> _WHAT IS BEING ASKED_
Within the data below, copy each line where the string "structured" is found.

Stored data
+--

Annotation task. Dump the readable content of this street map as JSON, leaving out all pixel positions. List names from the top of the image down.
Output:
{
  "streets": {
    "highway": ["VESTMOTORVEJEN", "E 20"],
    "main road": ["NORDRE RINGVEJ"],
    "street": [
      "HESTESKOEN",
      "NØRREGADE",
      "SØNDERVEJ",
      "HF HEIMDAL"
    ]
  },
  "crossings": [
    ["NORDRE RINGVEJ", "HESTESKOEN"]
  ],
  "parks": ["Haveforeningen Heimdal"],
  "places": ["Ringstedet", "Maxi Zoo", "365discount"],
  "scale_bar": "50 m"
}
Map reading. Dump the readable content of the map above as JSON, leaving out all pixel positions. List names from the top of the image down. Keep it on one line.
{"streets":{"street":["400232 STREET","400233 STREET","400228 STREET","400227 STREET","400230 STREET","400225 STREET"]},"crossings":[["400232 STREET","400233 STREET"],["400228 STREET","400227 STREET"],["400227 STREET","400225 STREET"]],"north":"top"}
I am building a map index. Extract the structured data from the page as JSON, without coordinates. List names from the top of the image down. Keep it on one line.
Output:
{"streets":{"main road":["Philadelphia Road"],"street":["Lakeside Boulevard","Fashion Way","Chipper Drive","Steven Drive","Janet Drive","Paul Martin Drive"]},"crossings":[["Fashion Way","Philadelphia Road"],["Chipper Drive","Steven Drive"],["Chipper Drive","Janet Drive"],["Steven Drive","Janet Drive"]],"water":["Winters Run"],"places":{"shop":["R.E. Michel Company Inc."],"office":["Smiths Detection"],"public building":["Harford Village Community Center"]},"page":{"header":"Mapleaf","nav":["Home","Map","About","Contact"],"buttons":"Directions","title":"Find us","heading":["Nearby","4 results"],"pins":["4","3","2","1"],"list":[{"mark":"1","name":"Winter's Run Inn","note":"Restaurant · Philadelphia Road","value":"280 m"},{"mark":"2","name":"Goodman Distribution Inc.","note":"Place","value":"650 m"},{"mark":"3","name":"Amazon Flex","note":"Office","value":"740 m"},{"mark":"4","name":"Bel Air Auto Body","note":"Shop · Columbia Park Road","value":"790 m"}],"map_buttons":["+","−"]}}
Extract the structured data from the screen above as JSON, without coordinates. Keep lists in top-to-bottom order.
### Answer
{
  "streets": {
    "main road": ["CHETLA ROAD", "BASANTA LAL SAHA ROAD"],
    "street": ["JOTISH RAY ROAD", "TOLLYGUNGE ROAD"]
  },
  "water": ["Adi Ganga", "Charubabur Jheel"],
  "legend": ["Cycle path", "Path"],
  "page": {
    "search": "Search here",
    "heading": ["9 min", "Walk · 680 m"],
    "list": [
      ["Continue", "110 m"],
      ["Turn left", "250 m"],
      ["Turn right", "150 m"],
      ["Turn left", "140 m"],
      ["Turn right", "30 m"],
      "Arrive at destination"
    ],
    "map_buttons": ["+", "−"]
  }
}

+--

> _RESULT FOR THIS TASK_
I am building a map index. Extract the structured data from the page as JSON, without coordinates. List names from the top of the image down. Keep it on one line.
Extract the structured data from the screen above as JSON, without coordinates. Keep lists in top-to-bottom order.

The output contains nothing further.